As redes sociais tiveram um papel de enorme amplificador de vozes antes inaudíveis, bem como tornaram possível que grupos antes dispersos - indivíduos com gostos ou preocupações muito particulares, exóticas ou distantes da média da população - se encontrassem e se identificassem, formando legiões digitais ativas e, em alguns casos, muito virulentas.

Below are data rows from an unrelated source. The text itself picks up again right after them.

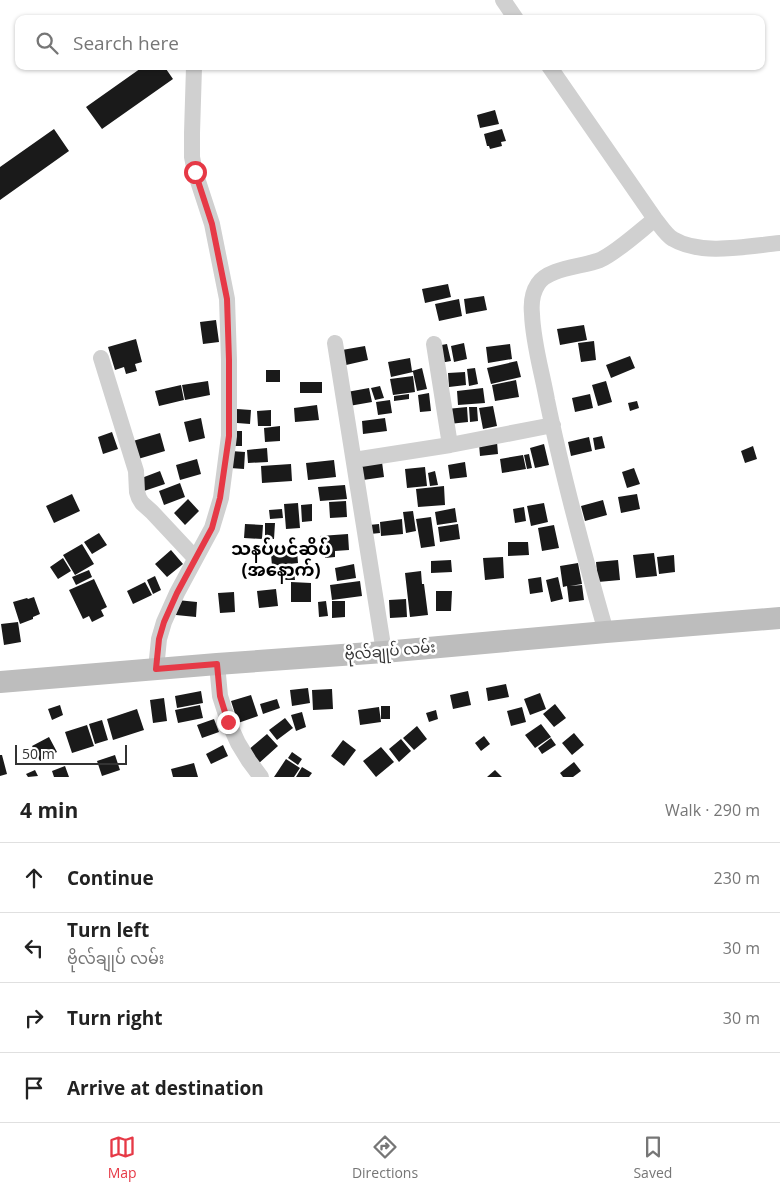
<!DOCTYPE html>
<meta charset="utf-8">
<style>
:root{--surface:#fff;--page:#f6f6f6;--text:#222;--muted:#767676;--line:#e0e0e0;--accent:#e63946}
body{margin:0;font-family:"Open Sans","Noto Sans Myanmar",sans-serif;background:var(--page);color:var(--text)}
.scale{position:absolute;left:15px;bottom:12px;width:112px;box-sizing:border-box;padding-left:5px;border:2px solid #333;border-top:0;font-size:14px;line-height:18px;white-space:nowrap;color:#333;-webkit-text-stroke:4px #fff;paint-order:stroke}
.stop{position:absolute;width:15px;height:15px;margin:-11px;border:4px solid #e63946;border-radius:50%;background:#fff}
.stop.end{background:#e63946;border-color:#fff;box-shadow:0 1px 5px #0008}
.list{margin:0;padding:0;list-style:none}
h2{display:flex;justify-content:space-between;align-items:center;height:65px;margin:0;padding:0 20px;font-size:21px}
h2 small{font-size:16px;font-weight:400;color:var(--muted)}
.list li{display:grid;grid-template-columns:32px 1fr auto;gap:15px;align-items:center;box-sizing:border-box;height:70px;padding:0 20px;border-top:1px solid var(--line)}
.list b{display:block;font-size:19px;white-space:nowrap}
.list p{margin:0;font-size:16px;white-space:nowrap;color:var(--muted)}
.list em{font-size:16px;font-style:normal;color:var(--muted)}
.icon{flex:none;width:28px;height:28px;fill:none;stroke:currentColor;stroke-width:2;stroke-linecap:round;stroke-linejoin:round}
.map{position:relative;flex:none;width:780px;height:777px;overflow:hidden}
.search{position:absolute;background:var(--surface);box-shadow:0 1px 4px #0004;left:15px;right:15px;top:15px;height:55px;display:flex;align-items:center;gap:12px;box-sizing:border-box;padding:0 18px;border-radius:10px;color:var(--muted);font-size:19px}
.sheet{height:345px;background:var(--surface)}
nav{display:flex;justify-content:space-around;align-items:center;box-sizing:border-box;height:70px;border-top:1px solid var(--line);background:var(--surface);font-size:14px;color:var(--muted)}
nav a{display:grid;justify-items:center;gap:2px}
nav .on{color:var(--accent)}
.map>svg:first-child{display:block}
.building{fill:#1a1a1a}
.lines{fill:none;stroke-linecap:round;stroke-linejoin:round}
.street{stroke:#d0d0d0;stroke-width:16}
.secondary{stroke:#bdbdbd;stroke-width:22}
.route{stroke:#e63946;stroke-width:6}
.labels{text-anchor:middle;stroke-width:5;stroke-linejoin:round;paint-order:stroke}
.street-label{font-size:15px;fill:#333;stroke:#fff}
.quarter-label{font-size:18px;font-weight:bold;fill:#000;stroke:#fff}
</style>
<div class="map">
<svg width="780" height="777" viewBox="0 0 780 777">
<rect width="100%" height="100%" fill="#fff"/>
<!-- building -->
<path class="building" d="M144 66H164L173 79 102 129 86 107Z
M495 110 499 124 480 128 477 115Z
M54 129 69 151 0 200V167Z
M502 129 506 141 501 142 502 146 490 149 489 146H487L484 134Z
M448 284 451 297 425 303 422 289Z
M484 296 487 310 466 314 464 299Z
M459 299 462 316 439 321 435 304Z
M216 320 219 342 203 344 200 322Z
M584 325 587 340 560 345 557 329Z
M136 339 142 362 135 364 137 371 126 374 124 367 115 370 108 347Z
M594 341 596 360 581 362 578 343Z
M464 343 467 359 454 362 451 346Z
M447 344 451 361 440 363 436 346Z
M510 344 512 359 488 363 486 347Z
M365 346 368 360 346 365 342 350Z
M630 356 635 368 611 378 606 365Z
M410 358 412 371 422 368 427 389 417 391 413 372 391 377 388 362Z
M517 361 521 377 491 384 487 368Z
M475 368 478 384 469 386 467 369Z
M266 370H280V382H266Z
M465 372 466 385 449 387 448 373Z
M413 376 415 392 393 395 390 379Z
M516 380 519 397 495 401 492 385Z
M208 381 210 395 185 400 182 385Z
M606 381 612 402 598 406 592 385Z
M300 382H322V393H300Z
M181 385 184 400 159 406 155 391Z
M380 386 384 398 375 400 371 388Z
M369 388 372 402 349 406 347 392Z
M483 388 485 403 458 405 457 391Z
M429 393 431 411 420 412 418 395Z
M409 394V399L394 401V396Z
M590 394 593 408 575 412 572 398Z
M390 400 392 413 378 415 376 402Z
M637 401 639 408 630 411 628 403Z
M317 405 319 420 295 422 294 408Z
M493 406 497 426 483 429 479 408Z
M467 407 468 422 449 424 447 409Z
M469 407H477L478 421 470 422Z
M237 409 251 410 250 424 237 423Z
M271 410V426H258L257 411Z
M201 418 205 438 189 442 184 422Z
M385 418 387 431 363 434 362 421Z
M280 426V441L265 442 264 428Z
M231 431H242V446H230Z
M112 432 118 449 103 454 98 437Z
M160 433 165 451 138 459 133 441Z
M602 436 605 448 595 450 593 438Z
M589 437 592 451 571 456 568 442Z
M497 442 498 454 480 456 479 444Z
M544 444 549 465 535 468 530 448Z
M753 446 757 459 745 463 741 451Z
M267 448 268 462 248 463 247 450Z
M231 451 245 452 244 469 230 468Z
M529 454 532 468 527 469 524 455Z
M523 455 526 469 502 473 500 459Z
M197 459 201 474 180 480 176 465Z
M334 460 336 477 308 480 306 463Z
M382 462 384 477 363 480 361 465Z
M465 462 467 477 450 479 448 465Z
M291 464 292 481 262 483 261 466Z
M425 467 427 486 407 488 405 469Z
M634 468 640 484 627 488 622 472Z
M160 471 165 484 144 491 139 479Z
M435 471 438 485 430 486 428 473Z
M180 483 185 497 164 505 159 491Z
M345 485 347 499 320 501 318 487Z
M444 486 445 505 418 507 416 489Z
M72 494 80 511 54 523 46 506Z
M637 494 640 509 621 513 618 497Z
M188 499 199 511 185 525 174 513Z
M603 500 607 515 585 521 581 506Z
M346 501 347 517 330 518 329 502Z
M298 503 300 528 286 529 284 504Z
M544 503 548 522 531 526 527 506Z
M312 504V521L302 522 301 505Z
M524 507 526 521 515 523 513 509Z
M455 508 457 522 437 525 435 512Z
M282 509 283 518 270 519 269 510Z
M413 511 416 531 406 533 403 512Z
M431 517 435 546 421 548 416 519Z
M402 519 403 534 381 536 380 522Z
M265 523H275L274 539H265Z
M245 524 263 525 262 539 244 538Z
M379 524 380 533 370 534 369 525Z
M458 524 460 539 440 542 438 527Z
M554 525 559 548 542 551 538 528Z
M99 533 107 545 92 554 84 542Z
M348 534 349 550 335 551V557L325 558V552H321L320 536Z
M508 542H528L529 555 508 556Z
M82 544 94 564 75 575 63 555Z
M171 550 183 564 167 577 155 564Z
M297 551 298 563 272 566 271 554Z
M654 553 657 576 636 578 633 555Z
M674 555 675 572 659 574 657 557Z
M503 557 504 578 485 580 483 558Z
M63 558 71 571 58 579 50 567Z
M451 560 452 572 431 573V561Z
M618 560 620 580 598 582 596 562Z
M578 563 582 584 570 586 582 585 584 600 569 602 567 586 563 587 560 566Z
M354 564 356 578 337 581 335 568Z
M89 570 92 577 76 585 72 577Z
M294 570 295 580H285V571Z
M421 571 422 584H424L428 615 410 617 405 573Z
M155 576 161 590 153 594 147 580Z
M541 577 543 592 530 594 528 579Z
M558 577 563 599 551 602 546 580Z
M94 579 107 607 101 610 104 616 92 622 89 616 83 619 69 590Z
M360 581 362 596 332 600 330 585Z
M145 582 152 595 133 604 127 591Z
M291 582 311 583V602H291Z
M276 589 278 606 259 608 257 591Z
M436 591H452L451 611H436Z
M234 592 235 612 220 613 218 593Z
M34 597 40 614 33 617V619L20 624 13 602 27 598 28 599Z
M406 599 407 617 390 618 389 600Z
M177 600 197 602 196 617 176 615Z
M326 601 328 616 319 617 318 602Z
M332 601H345V617L332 618Z
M18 622 21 642 4 645 1 624Z
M506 684 509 697 488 701 486 688Z
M308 688 310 703 292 706 290 690Z
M332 689 333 709 313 710 312 690Z
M201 691 203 703 177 708 175 696Z
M468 691 471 705 453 709 450 695Z
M540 693 546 709 530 715 524 699Z
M251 695 258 716 238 723 231 701Z
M164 698 167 721 153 723 150 700Z
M277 699 280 708 263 714 260 704Z
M555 704 566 718 554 727 543 714Z
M60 705 63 715 52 720 48 709Z
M200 705 203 718 178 723 175 710Z
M381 706H390V719H381Z
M379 707 381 722 360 725 358 710Z
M522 707 526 722 511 726 507 711Z
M137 709 144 730 113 740 107 719Z
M436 710 438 719 429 722 426 713Z
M302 712 306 727 296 731 291 715Z
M285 718 293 728 277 740 269 730Z
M214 719 219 732 202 738 197 725Z
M102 720 108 740 95 744 89 724Z
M541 724 551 737 535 748 525 735Z
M87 725 94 746 72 753 65 732Z
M417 726 427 739 414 750 403 738Z
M574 733 584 745 572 755 562 743Z
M267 734 278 746 258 764 247 751Z
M484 736 490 744 481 751 475 743Z
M49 737 57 752 40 761 32 746Z
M551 738 556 745 542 754 538 748Z
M401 739 411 751 399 762 389 749Z
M343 740 356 750 344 766 331 756Z
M223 745 228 756 211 764 206 754Z
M381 747 394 762 376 777 363 761Z
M292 752 302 759 298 765 288 758Z
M0 755H2L7 774 0 776Z
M115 755 120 770 102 776 97 761Z
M286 759 300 768 294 777H274Z
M574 762 581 771 573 777H563L560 773Z
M194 763 198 777H173L171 769Z
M65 766 69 777H54L52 771Z
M302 767 312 773 309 777H296Z
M35 770 38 776 28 777 26 774Z
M495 770 502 777H487Z"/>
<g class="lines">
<!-- street -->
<path class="street" d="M503 0 516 19
M549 66 655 219C660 225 666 235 673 239 701 256 748 246 780 243
M335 343 384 652
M434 344 450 445
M101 358 136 471 137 492 139 498 142 503 152 512 195 558
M354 460 450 445 553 425
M606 632C584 555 563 478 547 400 542 372 533 343 532 314 531 304 532 293 538 284 548 268 582 267 600 260 616 253 640 231 655 219
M217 664 220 696 228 721 238 743 249 761 261 777
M156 669 159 639 164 622 177 593 212 528 221 498 229 436V360L227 299 212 224 195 172 192 157V133L194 67"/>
<!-- secondary -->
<path class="secondary" d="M0 682 217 664 384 652 606 632 780 618"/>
</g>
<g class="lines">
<!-- route -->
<path class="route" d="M195 172 212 224 227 299 229 360V436L220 498 212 528 177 593 164 622 159 639 156 669 217 664 220 696 228 722"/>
</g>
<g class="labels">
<!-- street labels -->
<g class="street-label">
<text transform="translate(390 651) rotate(-5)" y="5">ဗိုလ်ချုပ် လမ်း</text>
</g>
<!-- quarter labels -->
<g class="quarter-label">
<text x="281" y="555">သနပ်ပင်ဆိပ်<tspan x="281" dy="21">(အနောက်)</tspan></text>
</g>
</g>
</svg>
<div class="scale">50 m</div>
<div class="stop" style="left:195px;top:172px"></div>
<div class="stop end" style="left:228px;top:722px"></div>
<div class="search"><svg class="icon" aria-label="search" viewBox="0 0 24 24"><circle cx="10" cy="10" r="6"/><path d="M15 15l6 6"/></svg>Search here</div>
</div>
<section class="sheet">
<h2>4 min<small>Walk · 290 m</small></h2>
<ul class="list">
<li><svg class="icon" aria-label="ahead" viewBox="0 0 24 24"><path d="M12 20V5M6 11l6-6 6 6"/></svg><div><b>Continue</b></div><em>230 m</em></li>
<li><svg class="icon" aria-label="left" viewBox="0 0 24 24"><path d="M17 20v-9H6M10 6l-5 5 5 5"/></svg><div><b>Turn left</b><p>ဗိုလ်ချုပ် လမ်း</p></div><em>30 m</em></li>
<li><svg class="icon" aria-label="right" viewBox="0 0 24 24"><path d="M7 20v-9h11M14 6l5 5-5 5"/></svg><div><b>Turn right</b></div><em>30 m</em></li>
<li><svg class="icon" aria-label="arrive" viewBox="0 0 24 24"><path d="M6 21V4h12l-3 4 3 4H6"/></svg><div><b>Arrive at destination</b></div></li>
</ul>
</section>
<nav>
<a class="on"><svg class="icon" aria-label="map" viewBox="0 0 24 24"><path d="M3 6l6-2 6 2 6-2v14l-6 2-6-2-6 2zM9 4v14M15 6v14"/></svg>Map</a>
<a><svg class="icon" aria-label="directions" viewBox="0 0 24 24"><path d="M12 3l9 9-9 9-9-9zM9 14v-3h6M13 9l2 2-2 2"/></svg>Directions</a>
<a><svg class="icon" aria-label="saved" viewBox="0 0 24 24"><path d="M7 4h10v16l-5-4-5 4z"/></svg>Saved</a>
</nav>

Há muitos agentes ativistas para preocupar as organizações no cenário de hoje, que nos permitimos, apenas a título de reflexão, listar: a) consumidores ativistas, que vêm a público para opinar de forma apaixonada sobre produtos e serviços e podem ser vistos e ouvidos por muitos outros agentes que multiplicam os efeitos de um evento individual; b)as ONGs ativistas, que trazem mensagens que, vez ou outra, apelam para a demonização de empresas ou setores, produtos e serviços; c) os acionistas ativistas - muitas vezes, grupos minoritários, mas muito articulados, que podem trazer transtornos consideráveis para os majoritários que não souberem lidar com eles; d)os executivos ativistas, que muitas vezes deixam extravasar para a empresa preocupações que são muito mais deles próprios, frequentemente sem relação direta com suas tradições e posicionamento; e) os funcionários ativistas, que tanto quando denunciam o próprio empregador, quanto quando são denunciados por terceiros trazem impactos que podem ser muitos duros na imagem empresarial; f) os defensores de causas ativistas, apaixonados por causas, hábitos ou comportamentos; e, finalmente, g) o Estado ativista, na figura do Executivo, do Legislativo e do Judiciário, que abraçam causas que são caras a uma parte da população no espaço e no tempo, mas não necessariamente aos seus interesses mais permanentes.
Os tempos de internet e redes que conectam bilhões de usuários denotam talvez o melhor, mas certamente o pior das pessoas. O discurso de ódio é uma mostra desse último aspecto. A internet e as redes sociais não são necessariamente o que deve ser atacado, mas, sim, atacados devem ser os motivos que fazem com que alguém vocifere de maneira odiosa nas redes contra determinado grupo, indivíduo, ideologia ou causa.
Vive-se em um tempo em que é quase mandatório pertencer a algum grupo, defender uma causa, uma ideia. Tudo isso é parte da liberdade de manifestação do pensamento, tão cara à dignidade das pessoas, de um lado, e à democracia, de outro. Nas redes sociais, a Corte da Opinião Pública é implacável, e as marcas sabem disso. O estrago causado por uma decisão equivocada pode acabar com a reputação que levou anos e muitos recursos para ser construída.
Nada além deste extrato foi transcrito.